◆ **About this exercise**: After locating the line that contains "Task: Summarize the" in the data below, set down exactly that line and each one after it through the line that contains "For a GIS import: Give", and nothing more.

··· Supplied data ···

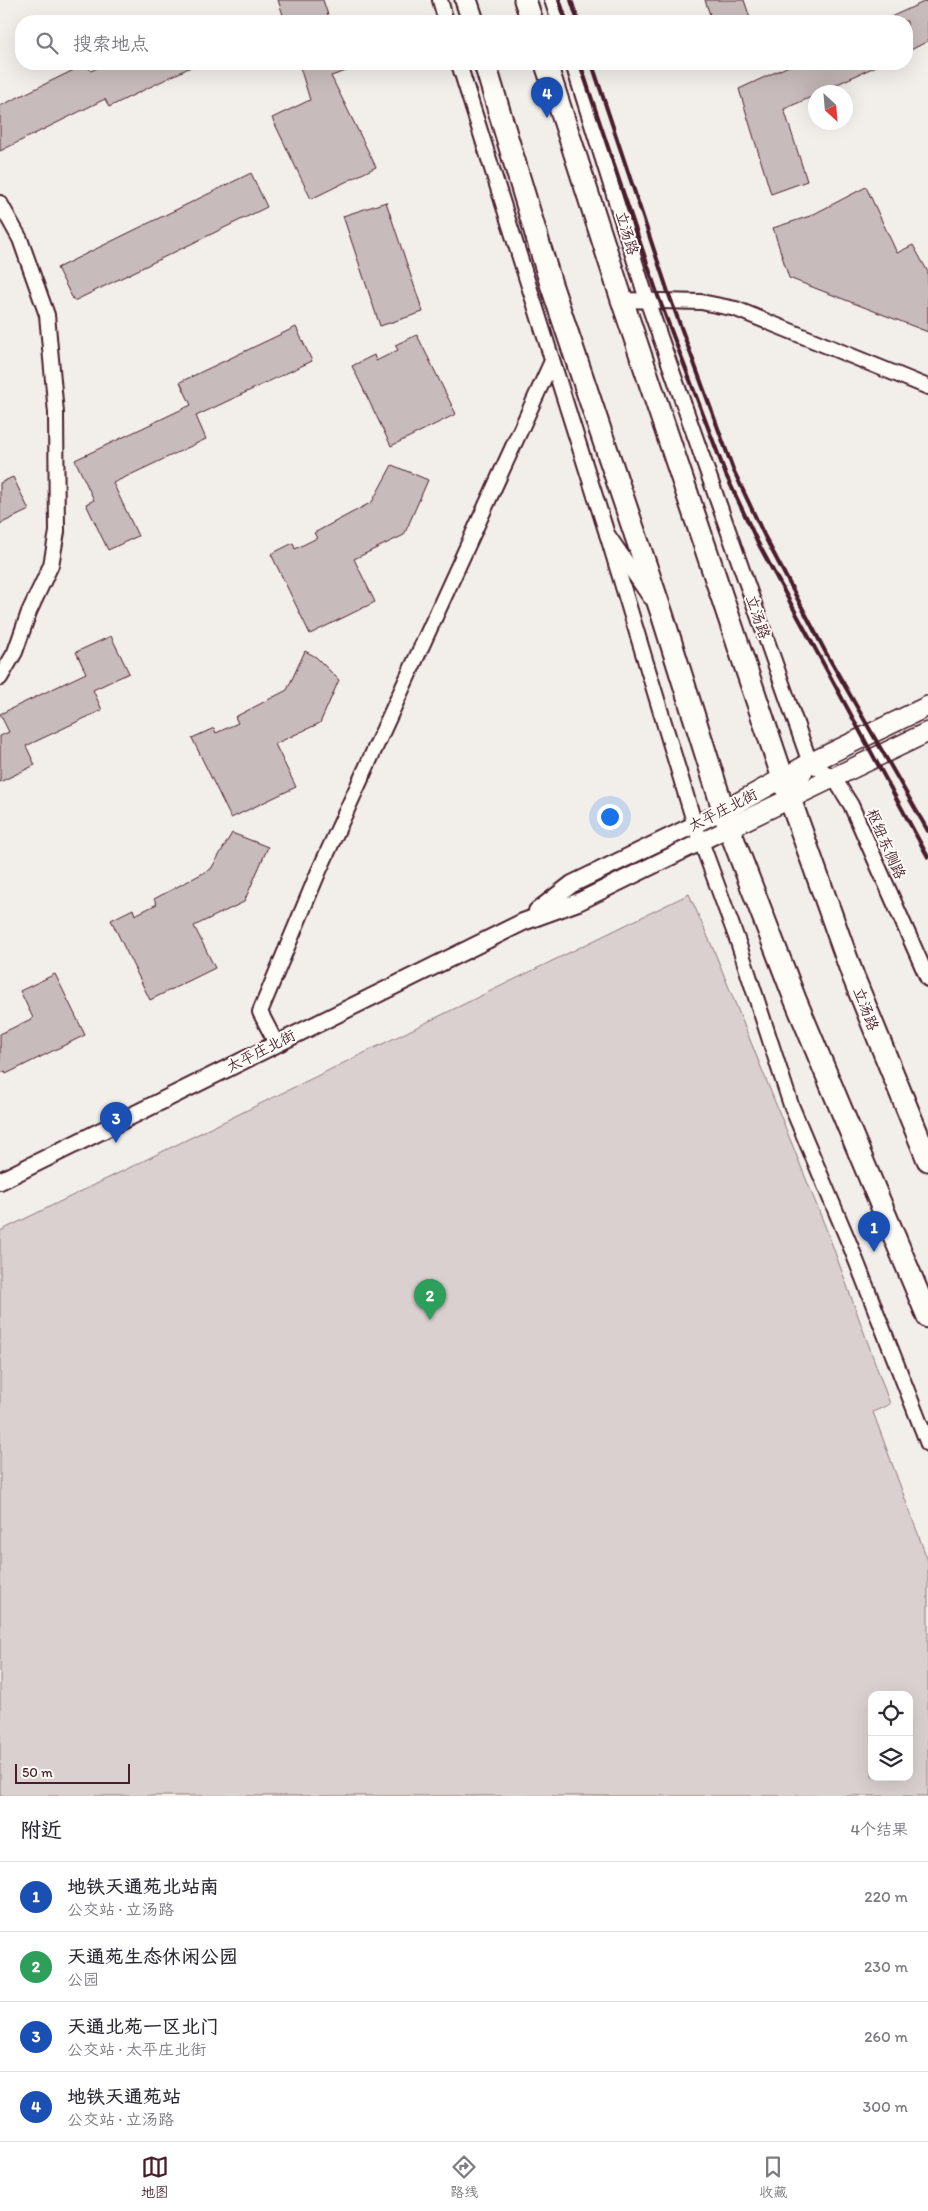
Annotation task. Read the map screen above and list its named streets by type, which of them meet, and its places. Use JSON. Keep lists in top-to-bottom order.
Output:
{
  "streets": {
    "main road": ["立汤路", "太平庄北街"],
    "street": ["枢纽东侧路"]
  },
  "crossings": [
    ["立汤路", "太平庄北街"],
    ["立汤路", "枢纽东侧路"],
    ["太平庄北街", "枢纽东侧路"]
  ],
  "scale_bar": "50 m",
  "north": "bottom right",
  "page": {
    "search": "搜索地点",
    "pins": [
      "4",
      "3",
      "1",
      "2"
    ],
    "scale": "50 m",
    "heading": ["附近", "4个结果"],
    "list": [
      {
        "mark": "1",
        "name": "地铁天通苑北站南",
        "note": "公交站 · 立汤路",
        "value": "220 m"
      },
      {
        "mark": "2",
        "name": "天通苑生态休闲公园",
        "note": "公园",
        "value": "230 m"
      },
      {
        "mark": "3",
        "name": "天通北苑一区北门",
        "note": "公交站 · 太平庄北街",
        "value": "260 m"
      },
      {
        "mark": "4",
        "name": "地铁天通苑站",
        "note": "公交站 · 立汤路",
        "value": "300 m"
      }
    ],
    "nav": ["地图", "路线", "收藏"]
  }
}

···
··· Supplied data ···

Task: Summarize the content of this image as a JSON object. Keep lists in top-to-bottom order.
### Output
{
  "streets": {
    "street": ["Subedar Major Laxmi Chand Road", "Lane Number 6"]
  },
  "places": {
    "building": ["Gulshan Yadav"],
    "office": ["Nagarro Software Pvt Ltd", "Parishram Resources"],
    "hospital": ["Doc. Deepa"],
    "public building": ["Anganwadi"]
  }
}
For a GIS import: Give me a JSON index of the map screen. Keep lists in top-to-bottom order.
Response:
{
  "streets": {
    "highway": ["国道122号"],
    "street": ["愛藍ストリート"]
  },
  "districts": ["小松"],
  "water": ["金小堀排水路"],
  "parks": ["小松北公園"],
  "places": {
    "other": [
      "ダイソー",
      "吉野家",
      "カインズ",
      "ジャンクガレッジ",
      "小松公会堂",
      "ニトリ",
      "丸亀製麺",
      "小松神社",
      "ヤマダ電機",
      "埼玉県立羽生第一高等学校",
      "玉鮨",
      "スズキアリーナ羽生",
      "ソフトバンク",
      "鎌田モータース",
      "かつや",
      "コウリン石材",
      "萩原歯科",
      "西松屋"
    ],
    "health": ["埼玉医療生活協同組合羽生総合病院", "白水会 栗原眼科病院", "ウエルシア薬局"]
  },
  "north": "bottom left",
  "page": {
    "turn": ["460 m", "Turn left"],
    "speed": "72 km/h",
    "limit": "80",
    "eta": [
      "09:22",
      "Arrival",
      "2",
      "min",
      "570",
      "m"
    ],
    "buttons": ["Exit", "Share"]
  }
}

···
··· Supplied data ···

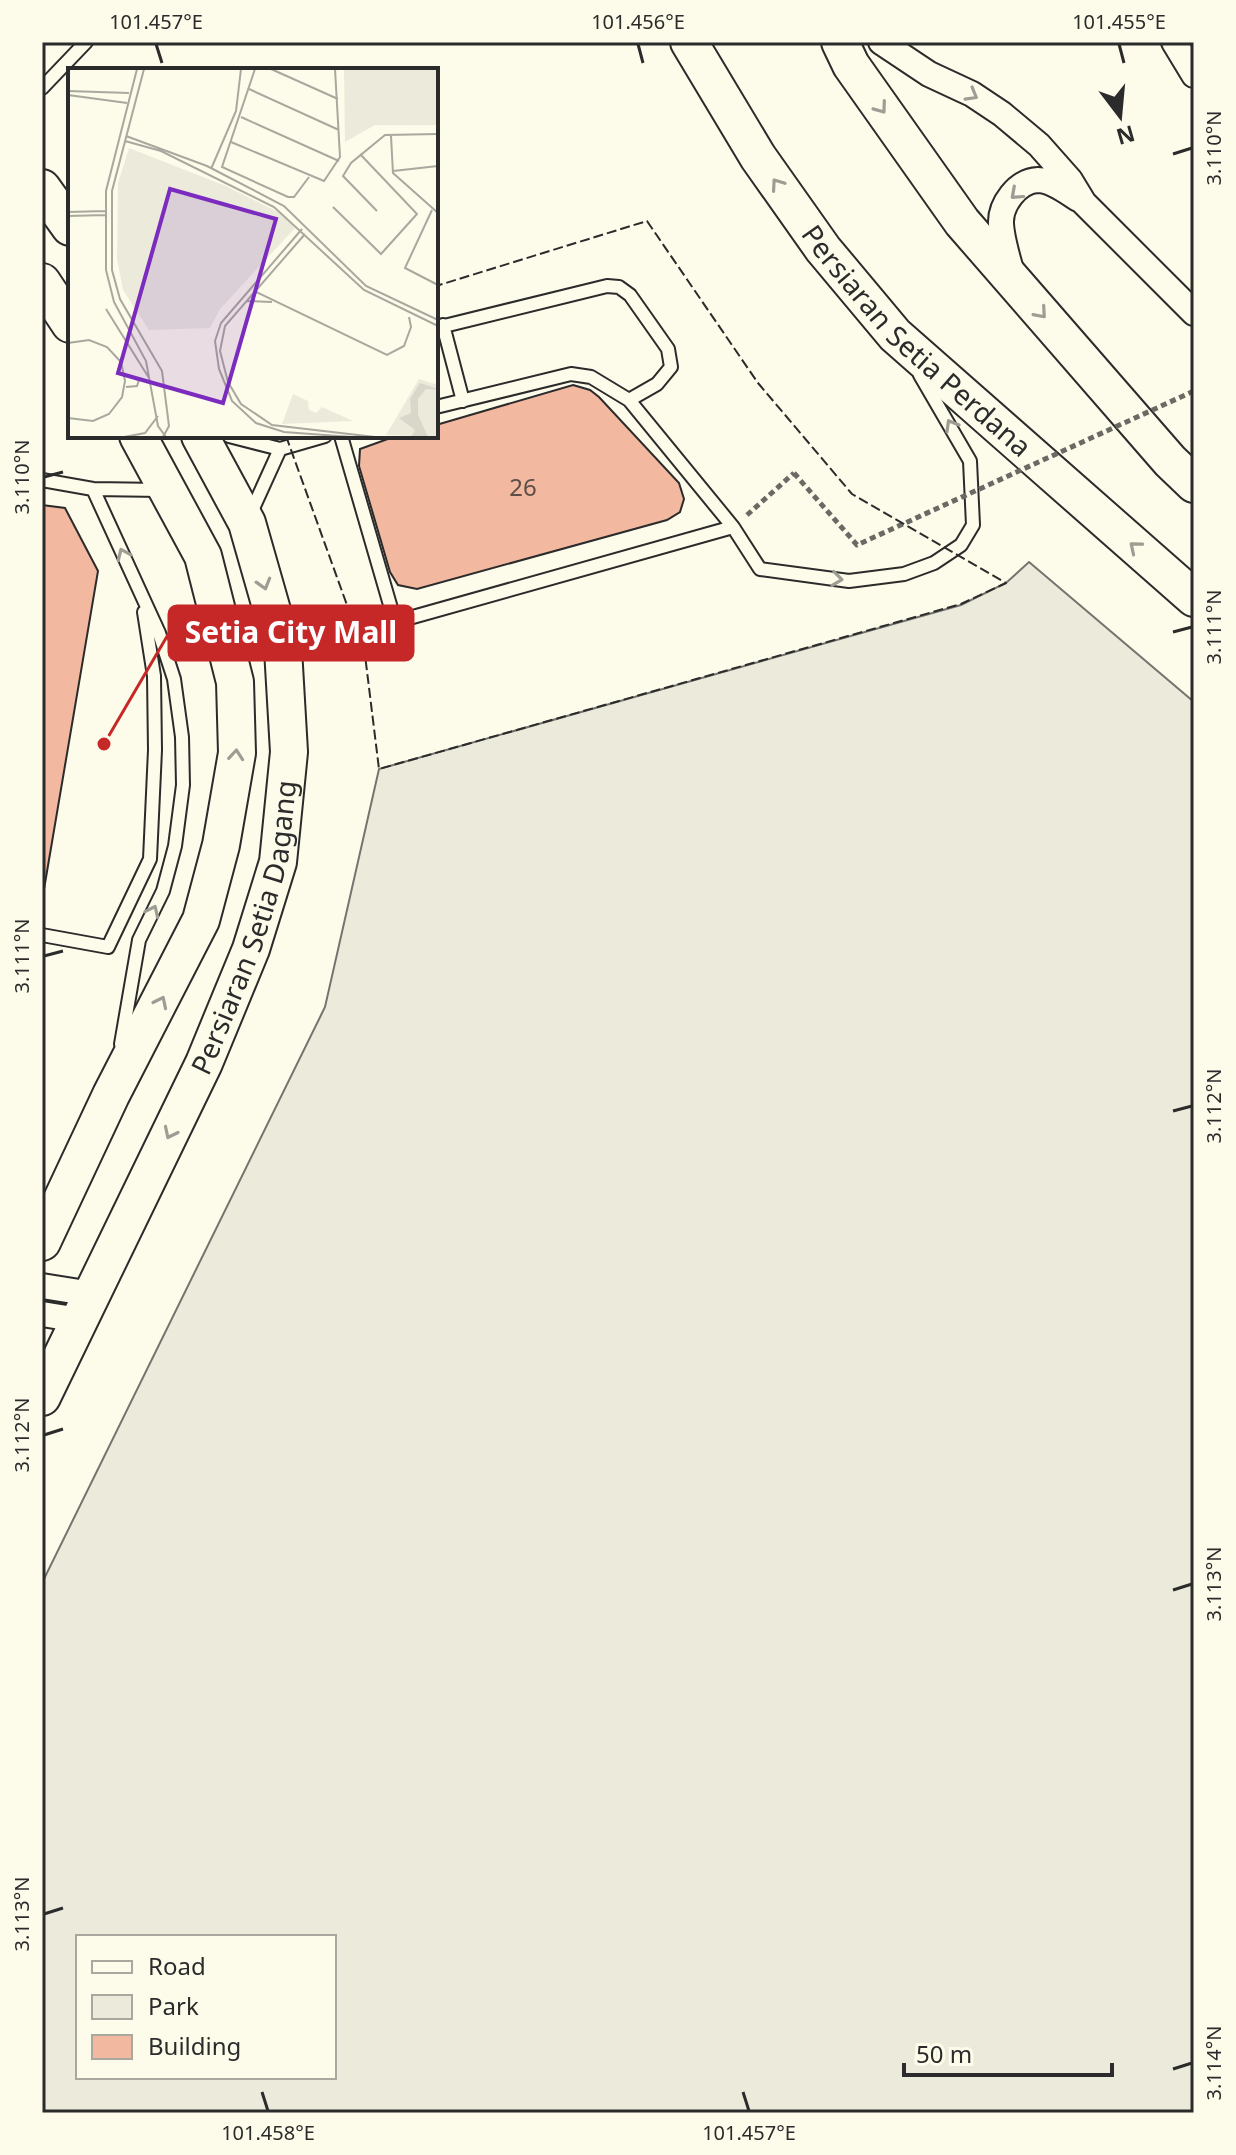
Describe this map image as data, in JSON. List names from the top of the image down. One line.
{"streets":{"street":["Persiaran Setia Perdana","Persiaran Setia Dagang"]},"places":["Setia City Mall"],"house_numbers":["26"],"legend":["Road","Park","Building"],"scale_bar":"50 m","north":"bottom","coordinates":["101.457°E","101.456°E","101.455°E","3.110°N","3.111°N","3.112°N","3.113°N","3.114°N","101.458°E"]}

···

◆ **Your response**:
Task: Summarize the content of this image as a JSON object. Keep lists in top-to-bottom order.
### Output
{
  "streets": {
    "street": ["Subedar Major Laxmi Chand Road", "Lane Number 6"]
  },
  "places": {
    "building": ["Gulshan Yadav"],
    "office": ["Nagarro Software Pvt Ltd", "Parishram Resources"],
    "hospital": ["Doc. Deepa"],
    "public building": ["Anganwadi"]
  }
}
For a GIS import: Give me a JSON index of the map screen. Keep lists in top-to-bottom order.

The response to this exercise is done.